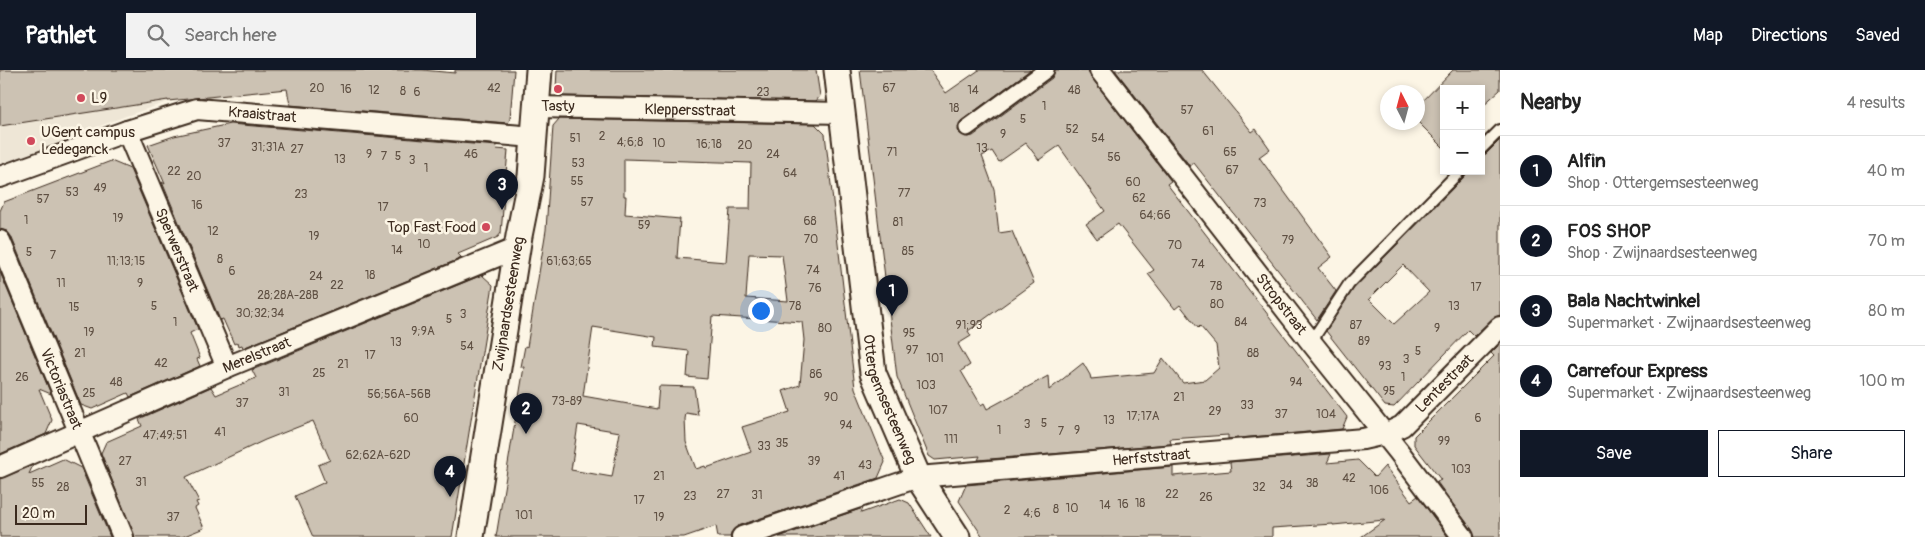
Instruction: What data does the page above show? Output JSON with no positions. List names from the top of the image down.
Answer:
{
  "streets": {
    "street": [
      "Kleppersstraat",
      "Kraaistraat",
      "Sperwerstraat",
      "Zwijnaardsesteenweg",
      "Stropstraat",
      "Merelstraat",
      "Lentestraat",
      "Victoriastraat",
      "Ottergemsesteenweg",
      "Herfststraat"
    ]
  },
  "crossings": [
    ["Kleppersstraat", "Zwijnaardsesteenweg"],
    ["Kleppersstraat", "Ottergemsesteenweg"],
    ["Kraaistraat", "Sperwerstraat"],
    ["Kraaistraat", "Zwijnaardsesteenweg"],
    ["Sperwerstraat", "Merelstraat"],
    ["Zwijnaardsesteenweg", "Merelstraat"],
    ["Stropstraat", "Lentestraat"],
    ["Stropstraat", "Herfststraat"],
    ["Merelstraat", "Victoriastraat"],
    ["Lentestraat", "Herfststraat"],
    ["Ottergemsesteenweg", "Herfststraat"]
  ],
  "places": [
    "Tasty",
    "L9",
    "UGent campus Ledeganck",
    "Top Fast Food"
  ],
  "house_numbers": [
    "20",
    "42",
    "67",
    "16",
    "12",
    "14",
    "48",
    "8",
    "6",
    "23",
    "1",
    "18",
    "57",
    "5",
    "52",
    "61",
    "9",
    "2",
    "51",
    "54",
    "4;6;8",
    "37",
    "10",
    "16;18",
    "20",
    "31;31A",
    "13",
    "27",
    "71",
    "65",
    "9",
    "46",
    "24",
    "7",
    "5",
    "56",
    "13",
    "3",
    "53",
    "1",
    "67",
    "22",
    "64",
    "20",
    "55",
    "60",
    "49",
    "53",
    "77",
    "23",
    "62",
    "57",
    "57",
    "73",
    "16",
    "17",
    "64;66",
    "19",
    "1",
    "68",
    "81",
    "59",
    "12",
    "19",
    "70",
    "79",
    "10",
    "70",
    "14",
    "85",
    "5",
    "7",
    "8",
    "11;13;15",
    "61;63;65",
    "74",
    "74",
    "6",
    "18",
    "24",
    "11",
    "9",
    "22",
    "78",
    "17",
    "76",
    "28;28A-28B",
    "80",
    "5",
    "78",
    "13",
    "15",
    "30;32;34",
    "3",
    "5",
    "1",
    "84",
    "91;93",
    "87",
    "80",
    "9",
    "9;9A",
    "19",
    "95",
    "89",
    "13",
    "54",
    "97",
    "5",
    "21",
    "88",
    "17",
    "101",
    "3",
    "42",
    "21",
    "93",
    "25",
    "86",
    "26",
    "1",
    "48",
    "94",
    "103",
    "95",
    "31",
    "25",
    "56;56A-56B",
    "90",
    "21",
    "73-89",
    "37",
    "33",
    "107",
    "29",
    "37",
    "104",
    "17;17A",
    "60",
    "6",
    "13",
    "5",
    "3",
    "94",
    "1",
    "9",
    "7",
    "41",
    "47;49;51",
    "111",
    "99",
    "35",
    "33",
    "62;62A-62D",
    "27",
    "39",
    "43",
    "103",
    "21",
    "41",
    "42",
    "31",
    "55",
    "38",
    "34",
    "28",
    "32",
    "106",
    "27",
    "22",
    "31",
    "23",
    "26",
    "17",
    "18",
    "16",
    "14",
    "10",
    "8",
    "2",
    "4;6",
    "101",
    "37",
    "19"
  ],
  "scale_bar": "20 m",
  "north": "top",
  "page": {
    "header": "Pathlet",
    "search": "Search here",
    "nav": ["Map", "Directions", "Saved"],
    "heading": ["Nearby", "4 results"],
    "map_buttons": ["+", "−"],
    "list": [
      {
        "mark": "1",
        "name": "Alfin",
        "note": "Shop · Ottergemsesteenweg",
        "value": "40 m"
      },
      {
        "mark": "2",
        "name": "FOS SHOP",
        "note": "Shop · Zwijnaardsesteenweg",
        "value": "70 m"
      },
      {
        "mark": "3",
        "name": "Bala Nachtwinkel",
        "note": "Supermarket · Zwijnaardsesteenweg",
        "value": "80 m"
      },
      {
        "mark": "4",
        "name": "Carrefour Express",
        "note": "Supermarket · Zwijnaardsesteenweg",
        "value": "100 m"
      }
    ],
    "pins": [
      "3",
      "1",
      "2",
      "4"
    ],
    "buttons": ["Save", "Share"],
    "scale": "20 m"
  }
}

● ● ●

The answer must consist of every line from the listing above that includes the word "page".

• [SOLUTION]:
Instruction: What data does the page above show? Output JSON with no positions. List names from the top of the image down.
  "page": {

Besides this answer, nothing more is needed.